__Work required__
Search the listing below, and show each line that includes the word "controls".

__Data supplied__
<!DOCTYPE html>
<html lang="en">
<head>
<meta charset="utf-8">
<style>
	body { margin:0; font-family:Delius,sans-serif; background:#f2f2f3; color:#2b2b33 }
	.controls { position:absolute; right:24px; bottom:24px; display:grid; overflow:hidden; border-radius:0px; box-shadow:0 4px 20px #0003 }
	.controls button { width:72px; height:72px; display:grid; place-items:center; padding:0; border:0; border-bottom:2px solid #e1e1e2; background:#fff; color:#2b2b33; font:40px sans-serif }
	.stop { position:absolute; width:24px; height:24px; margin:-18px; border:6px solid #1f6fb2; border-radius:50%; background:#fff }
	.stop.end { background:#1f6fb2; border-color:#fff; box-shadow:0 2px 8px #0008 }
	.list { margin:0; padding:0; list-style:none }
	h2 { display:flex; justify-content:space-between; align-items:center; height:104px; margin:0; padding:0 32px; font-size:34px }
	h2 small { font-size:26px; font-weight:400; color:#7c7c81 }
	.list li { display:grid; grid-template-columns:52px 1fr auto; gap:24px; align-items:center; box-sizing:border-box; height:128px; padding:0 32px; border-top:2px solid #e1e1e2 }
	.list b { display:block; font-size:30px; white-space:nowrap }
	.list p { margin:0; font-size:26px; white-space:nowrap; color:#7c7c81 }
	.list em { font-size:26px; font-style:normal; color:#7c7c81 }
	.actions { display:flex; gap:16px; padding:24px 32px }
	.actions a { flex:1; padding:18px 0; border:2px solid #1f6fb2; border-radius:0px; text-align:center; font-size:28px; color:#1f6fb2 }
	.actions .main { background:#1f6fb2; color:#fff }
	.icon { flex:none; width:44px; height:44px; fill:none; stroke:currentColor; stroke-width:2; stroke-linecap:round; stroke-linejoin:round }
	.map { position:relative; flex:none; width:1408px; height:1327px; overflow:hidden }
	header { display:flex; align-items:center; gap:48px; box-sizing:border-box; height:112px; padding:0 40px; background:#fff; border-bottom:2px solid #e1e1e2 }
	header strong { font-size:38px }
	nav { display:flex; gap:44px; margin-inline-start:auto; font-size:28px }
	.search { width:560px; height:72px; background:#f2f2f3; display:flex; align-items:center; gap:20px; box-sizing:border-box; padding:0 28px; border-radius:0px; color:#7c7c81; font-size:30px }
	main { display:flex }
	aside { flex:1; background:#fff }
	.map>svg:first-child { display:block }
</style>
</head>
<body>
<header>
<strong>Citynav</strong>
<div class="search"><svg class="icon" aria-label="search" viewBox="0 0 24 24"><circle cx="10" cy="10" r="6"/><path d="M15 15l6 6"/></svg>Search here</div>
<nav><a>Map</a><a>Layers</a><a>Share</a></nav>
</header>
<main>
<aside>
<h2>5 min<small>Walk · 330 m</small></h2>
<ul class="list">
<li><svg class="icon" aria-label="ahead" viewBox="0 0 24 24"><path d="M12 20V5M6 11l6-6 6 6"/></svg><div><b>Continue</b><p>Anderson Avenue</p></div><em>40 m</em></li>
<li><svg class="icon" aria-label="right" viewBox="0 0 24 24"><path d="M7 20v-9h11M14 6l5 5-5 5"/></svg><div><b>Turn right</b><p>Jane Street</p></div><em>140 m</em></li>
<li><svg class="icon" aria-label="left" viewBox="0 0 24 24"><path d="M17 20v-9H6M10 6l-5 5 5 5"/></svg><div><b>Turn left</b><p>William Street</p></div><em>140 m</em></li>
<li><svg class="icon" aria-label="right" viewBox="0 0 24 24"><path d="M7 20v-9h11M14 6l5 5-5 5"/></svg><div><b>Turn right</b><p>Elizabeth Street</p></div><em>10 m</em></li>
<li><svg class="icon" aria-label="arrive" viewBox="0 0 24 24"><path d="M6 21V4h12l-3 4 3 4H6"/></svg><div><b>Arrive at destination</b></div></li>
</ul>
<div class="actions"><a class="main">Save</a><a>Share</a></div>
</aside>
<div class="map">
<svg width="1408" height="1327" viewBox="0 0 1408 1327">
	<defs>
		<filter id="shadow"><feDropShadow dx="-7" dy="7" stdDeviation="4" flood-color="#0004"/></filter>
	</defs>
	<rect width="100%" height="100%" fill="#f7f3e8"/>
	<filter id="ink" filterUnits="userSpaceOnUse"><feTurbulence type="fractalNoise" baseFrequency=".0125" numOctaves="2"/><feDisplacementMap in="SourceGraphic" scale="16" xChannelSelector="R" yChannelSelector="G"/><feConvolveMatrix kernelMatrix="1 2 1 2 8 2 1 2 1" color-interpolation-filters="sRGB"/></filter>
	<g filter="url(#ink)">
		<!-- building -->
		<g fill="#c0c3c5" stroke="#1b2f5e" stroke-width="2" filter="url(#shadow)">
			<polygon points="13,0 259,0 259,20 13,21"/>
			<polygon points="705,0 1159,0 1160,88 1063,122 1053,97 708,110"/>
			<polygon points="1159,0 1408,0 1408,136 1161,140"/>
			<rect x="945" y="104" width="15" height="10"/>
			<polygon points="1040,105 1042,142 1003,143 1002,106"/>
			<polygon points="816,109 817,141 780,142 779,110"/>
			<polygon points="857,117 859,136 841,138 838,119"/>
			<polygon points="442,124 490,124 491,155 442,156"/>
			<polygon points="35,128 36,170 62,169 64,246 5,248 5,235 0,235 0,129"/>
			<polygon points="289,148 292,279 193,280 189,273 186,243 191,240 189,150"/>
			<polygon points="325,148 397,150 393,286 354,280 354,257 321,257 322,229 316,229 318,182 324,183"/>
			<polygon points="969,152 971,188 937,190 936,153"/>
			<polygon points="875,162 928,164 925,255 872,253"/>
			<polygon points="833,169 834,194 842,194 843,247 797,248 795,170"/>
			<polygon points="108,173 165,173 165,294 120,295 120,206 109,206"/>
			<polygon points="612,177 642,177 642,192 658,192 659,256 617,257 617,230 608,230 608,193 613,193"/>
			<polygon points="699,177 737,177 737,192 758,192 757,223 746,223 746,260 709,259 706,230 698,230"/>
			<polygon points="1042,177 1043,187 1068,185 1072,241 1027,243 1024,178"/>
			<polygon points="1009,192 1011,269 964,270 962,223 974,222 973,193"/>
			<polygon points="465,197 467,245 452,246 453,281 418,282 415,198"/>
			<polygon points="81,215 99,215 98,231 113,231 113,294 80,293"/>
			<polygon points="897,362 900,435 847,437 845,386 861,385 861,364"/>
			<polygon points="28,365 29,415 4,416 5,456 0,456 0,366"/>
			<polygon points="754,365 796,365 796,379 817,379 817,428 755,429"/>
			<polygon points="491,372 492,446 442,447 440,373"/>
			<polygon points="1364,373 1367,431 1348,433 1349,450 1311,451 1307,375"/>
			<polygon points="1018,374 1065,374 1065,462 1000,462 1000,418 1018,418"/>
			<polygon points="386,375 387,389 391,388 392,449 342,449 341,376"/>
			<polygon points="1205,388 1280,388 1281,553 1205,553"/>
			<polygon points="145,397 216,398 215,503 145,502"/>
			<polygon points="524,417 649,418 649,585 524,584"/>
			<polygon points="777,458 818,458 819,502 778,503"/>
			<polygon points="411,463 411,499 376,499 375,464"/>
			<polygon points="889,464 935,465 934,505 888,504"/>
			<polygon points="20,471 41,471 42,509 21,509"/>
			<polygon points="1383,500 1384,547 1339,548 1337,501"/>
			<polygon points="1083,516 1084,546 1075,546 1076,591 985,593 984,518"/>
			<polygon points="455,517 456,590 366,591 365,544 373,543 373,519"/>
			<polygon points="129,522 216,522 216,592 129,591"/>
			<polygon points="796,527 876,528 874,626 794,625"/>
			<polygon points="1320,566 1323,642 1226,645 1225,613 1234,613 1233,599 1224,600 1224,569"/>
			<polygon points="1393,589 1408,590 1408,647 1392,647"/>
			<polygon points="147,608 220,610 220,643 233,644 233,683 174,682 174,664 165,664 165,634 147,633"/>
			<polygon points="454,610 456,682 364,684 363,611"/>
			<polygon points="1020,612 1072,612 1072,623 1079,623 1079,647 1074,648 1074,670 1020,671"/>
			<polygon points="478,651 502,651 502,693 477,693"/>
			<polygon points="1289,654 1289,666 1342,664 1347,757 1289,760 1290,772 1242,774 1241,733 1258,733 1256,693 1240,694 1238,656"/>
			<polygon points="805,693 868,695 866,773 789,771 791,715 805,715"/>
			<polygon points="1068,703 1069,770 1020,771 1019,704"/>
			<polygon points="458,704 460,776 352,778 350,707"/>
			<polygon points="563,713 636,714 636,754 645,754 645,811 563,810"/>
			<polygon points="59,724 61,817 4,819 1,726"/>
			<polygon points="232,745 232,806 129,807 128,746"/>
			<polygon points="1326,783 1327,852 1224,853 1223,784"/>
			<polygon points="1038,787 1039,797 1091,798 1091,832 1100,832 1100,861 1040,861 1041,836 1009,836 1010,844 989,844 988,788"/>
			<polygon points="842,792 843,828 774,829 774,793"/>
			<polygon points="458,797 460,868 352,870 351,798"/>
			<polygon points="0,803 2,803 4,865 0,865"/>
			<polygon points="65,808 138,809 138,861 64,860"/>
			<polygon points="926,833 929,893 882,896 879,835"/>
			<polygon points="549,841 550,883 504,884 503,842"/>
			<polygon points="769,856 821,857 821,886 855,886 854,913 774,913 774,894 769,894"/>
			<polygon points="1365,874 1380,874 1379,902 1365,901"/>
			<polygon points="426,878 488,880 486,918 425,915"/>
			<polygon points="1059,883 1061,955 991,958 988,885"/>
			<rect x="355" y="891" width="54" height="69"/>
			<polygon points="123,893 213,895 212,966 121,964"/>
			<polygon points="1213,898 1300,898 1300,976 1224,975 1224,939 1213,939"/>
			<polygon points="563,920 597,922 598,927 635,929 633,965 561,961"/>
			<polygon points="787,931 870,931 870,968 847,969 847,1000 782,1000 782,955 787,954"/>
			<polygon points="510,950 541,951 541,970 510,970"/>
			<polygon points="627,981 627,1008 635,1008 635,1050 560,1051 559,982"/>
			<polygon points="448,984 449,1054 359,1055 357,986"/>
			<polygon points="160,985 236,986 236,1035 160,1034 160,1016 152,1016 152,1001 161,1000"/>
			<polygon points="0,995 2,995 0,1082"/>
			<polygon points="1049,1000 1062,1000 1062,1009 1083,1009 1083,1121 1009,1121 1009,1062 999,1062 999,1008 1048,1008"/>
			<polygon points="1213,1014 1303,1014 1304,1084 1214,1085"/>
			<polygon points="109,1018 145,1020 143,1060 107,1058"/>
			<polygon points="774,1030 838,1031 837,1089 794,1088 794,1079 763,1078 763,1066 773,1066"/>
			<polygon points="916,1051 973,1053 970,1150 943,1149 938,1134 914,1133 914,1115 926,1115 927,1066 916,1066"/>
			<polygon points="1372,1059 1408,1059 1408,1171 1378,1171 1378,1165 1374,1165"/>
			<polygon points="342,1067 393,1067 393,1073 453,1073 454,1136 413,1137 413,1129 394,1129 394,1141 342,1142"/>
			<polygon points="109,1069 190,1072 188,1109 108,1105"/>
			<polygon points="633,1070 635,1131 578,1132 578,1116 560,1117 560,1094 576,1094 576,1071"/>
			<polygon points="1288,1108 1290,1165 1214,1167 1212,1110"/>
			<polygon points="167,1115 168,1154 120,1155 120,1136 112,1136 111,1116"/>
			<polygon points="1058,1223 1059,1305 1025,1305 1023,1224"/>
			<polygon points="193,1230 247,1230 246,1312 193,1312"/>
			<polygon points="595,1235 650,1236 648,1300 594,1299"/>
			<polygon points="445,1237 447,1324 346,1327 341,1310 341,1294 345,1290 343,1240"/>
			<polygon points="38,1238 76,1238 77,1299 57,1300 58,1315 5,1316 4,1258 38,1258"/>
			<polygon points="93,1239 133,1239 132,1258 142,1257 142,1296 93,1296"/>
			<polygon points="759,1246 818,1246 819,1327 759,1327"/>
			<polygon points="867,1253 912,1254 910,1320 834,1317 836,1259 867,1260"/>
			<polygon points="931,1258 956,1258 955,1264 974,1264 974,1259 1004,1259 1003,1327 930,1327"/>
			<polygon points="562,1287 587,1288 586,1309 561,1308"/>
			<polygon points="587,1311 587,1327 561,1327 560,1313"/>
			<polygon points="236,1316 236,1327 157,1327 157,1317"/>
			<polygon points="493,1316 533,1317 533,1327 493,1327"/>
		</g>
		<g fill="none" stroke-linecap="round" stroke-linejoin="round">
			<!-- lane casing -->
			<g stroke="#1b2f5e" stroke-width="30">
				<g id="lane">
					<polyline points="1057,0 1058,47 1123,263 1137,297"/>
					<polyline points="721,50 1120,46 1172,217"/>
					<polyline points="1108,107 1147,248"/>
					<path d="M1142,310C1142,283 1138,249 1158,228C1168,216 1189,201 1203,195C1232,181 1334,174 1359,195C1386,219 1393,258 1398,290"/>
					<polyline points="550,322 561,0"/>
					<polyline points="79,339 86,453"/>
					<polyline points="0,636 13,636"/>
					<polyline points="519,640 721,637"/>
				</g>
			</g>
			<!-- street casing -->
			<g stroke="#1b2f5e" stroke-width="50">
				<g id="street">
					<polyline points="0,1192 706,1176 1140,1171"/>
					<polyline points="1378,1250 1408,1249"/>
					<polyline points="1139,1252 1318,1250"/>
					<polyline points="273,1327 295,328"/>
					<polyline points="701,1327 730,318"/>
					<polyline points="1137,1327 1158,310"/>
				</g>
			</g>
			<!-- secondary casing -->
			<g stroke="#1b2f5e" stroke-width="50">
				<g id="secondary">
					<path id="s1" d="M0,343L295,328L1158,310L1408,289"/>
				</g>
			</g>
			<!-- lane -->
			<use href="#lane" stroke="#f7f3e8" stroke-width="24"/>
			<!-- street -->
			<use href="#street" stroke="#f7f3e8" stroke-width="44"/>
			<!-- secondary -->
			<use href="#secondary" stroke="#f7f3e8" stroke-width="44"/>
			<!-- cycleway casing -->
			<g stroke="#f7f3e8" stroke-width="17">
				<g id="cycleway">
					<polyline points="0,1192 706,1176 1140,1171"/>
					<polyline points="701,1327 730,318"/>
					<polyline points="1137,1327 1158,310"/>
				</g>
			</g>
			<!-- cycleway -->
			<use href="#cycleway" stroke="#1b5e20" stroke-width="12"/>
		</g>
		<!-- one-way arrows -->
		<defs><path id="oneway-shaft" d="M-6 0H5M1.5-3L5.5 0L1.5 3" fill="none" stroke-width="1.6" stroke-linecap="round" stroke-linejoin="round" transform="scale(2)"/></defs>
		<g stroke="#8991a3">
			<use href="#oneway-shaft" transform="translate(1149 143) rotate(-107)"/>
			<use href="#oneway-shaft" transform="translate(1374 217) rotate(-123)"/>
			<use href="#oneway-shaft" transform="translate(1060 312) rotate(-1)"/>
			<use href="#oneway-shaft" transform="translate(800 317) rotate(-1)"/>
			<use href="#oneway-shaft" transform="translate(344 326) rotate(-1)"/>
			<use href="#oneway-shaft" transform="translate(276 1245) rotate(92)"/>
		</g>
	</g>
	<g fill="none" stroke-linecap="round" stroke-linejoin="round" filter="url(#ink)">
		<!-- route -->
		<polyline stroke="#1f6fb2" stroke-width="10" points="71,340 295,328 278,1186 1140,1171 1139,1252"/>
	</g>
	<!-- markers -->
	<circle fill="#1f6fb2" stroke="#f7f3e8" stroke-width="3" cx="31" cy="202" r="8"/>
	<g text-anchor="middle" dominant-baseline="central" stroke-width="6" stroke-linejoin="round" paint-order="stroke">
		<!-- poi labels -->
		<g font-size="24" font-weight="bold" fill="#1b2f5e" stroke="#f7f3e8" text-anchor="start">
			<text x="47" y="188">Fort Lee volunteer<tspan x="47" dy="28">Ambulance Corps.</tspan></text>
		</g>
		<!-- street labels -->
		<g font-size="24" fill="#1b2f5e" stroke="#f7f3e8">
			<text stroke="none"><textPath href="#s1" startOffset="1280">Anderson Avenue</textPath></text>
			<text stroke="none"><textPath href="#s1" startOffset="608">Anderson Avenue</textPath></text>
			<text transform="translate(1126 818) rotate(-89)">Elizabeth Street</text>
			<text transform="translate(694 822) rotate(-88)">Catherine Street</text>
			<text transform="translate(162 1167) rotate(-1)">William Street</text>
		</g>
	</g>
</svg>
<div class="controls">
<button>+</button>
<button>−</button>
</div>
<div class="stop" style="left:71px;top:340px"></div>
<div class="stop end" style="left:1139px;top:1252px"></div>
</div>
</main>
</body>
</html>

---

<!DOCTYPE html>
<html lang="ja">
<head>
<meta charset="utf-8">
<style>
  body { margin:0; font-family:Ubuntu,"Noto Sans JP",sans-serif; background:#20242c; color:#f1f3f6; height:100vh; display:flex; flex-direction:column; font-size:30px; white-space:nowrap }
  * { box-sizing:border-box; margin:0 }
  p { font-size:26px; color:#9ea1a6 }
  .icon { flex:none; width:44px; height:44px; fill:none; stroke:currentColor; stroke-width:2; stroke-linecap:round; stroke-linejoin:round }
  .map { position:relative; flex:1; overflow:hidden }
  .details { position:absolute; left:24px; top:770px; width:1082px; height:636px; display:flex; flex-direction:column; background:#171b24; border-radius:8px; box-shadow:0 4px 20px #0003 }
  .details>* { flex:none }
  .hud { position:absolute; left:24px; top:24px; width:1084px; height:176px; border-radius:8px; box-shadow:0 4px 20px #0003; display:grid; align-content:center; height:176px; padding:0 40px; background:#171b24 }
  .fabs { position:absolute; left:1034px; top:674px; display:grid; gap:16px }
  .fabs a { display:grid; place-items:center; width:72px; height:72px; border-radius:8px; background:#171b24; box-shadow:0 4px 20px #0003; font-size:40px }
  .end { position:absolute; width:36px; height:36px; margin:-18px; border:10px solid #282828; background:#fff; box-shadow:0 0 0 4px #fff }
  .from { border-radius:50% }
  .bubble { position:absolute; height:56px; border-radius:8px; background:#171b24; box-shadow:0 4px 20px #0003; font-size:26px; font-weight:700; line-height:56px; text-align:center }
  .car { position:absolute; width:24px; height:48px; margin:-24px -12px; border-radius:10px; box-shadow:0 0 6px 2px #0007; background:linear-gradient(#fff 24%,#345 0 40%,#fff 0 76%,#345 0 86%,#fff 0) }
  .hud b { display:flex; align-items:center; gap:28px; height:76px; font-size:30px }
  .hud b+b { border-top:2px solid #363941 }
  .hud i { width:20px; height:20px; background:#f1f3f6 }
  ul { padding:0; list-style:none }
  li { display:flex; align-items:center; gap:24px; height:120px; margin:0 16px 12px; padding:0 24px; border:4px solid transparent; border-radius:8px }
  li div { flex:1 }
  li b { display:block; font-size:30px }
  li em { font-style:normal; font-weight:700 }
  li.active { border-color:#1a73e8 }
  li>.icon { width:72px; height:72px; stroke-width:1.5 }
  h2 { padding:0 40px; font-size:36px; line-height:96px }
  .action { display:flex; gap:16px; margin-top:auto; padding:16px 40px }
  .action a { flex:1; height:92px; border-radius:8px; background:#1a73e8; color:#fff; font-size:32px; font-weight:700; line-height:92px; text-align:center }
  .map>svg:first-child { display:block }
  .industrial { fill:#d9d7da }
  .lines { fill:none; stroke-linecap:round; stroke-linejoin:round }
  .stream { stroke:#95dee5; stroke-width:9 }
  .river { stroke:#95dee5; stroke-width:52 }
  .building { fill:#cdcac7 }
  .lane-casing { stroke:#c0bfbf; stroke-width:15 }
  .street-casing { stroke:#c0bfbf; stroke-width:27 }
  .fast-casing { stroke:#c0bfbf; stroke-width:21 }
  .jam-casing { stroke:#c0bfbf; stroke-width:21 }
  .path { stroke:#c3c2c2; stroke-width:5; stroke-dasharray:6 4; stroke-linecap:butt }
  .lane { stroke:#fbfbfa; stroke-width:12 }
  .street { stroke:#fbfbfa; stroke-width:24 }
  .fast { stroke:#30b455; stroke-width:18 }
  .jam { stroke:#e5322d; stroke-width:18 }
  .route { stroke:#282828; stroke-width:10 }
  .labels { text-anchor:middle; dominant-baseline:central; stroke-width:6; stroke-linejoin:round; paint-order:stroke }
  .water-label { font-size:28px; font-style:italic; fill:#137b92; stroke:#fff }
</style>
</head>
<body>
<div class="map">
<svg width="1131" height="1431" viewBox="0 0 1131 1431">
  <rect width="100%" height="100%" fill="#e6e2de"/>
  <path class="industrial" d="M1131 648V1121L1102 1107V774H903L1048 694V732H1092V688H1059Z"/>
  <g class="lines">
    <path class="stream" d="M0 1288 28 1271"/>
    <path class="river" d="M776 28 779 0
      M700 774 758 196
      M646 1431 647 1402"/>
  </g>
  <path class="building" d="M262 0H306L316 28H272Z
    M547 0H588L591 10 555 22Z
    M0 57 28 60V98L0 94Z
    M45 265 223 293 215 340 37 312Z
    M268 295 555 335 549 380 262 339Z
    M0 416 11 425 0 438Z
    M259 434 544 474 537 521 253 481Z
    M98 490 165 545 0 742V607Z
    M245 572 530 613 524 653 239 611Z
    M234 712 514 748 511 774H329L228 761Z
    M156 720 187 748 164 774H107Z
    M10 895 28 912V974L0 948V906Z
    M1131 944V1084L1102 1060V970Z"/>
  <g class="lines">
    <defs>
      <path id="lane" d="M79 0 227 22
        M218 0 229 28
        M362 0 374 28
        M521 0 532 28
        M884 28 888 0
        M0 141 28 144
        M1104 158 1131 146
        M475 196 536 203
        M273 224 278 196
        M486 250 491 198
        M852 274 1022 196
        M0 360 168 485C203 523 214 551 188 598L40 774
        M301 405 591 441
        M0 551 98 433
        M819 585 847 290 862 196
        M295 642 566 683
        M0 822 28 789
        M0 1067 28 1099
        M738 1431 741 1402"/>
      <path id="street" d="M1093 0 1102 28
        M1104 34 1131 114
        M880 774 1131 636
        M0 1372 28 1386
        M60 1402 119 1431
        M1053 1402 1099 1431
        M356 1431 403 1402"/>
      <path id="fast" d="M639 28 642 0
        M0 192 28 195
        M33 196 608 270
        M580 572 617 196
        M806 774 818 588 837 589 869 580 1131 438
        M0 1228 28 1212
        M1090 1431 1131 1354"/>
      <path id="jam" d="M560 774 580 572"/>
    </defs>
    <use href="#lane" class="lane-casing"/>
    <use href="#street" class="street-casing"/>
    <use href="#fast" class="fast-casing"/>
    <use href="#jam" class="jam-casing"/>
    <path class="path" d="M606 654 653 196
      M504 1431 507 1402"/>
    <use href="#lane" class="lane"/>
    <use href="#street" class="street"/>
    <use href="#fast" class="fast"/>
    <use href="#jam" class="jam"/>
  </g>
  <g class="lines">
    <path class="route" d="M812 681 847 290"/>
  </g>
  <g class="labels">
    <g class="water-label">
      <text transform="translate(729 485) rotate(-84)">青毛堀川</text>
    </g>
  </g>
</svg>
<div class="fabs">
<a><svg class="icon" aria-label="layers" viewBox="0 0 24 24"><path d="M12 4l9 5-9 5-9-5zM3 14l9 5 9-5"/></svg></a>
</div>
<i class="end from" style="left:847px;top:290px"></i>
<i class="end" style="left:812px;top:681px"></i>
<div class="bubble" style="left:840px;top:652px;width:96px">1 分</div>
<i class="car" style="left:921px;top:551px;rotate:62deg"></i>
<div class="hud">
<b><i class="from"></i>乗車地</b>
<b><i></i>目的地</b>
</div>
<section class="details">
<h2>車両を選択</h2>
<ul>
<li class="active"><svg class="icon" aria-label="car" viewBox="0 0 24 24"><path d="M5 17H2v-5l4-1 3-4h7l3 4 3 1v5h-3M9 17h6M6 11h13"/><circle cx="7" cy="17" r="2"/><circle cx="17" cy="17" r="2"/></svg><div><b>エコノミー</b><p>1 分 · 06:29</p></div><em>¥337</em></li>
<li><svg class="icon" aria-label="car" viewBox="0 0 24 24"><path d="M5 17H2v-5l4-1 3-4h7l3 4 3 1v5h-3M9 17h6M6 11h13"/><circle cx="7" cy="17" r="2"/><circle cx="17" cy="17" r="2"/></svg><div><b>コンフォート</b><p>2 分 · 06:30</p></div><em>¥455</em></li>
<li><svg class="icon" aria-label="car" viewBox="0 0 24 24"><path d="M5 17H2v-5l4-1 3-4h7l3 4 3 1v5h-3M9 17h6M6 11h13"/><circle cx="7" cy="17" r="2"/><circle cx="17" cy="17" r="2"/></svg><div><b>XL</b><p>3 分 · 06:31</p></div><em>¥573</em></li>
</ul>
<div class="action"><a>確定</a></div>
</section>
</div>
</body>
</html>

__Your solution__
	.controls { position:absolute; right:24px; bottom:24px; display:grid; overflow:hidden; border-radius:0px; box-shadow:0 4px 20px #0003 }
	.controls button { width:72px; height:72px; display:grid; place-items:center; padding:0; border:0; border-bottom:2px solid #e1e1e2; background:#fff; color:#2b2b33; font:40px sans-serif }
<div class="controls">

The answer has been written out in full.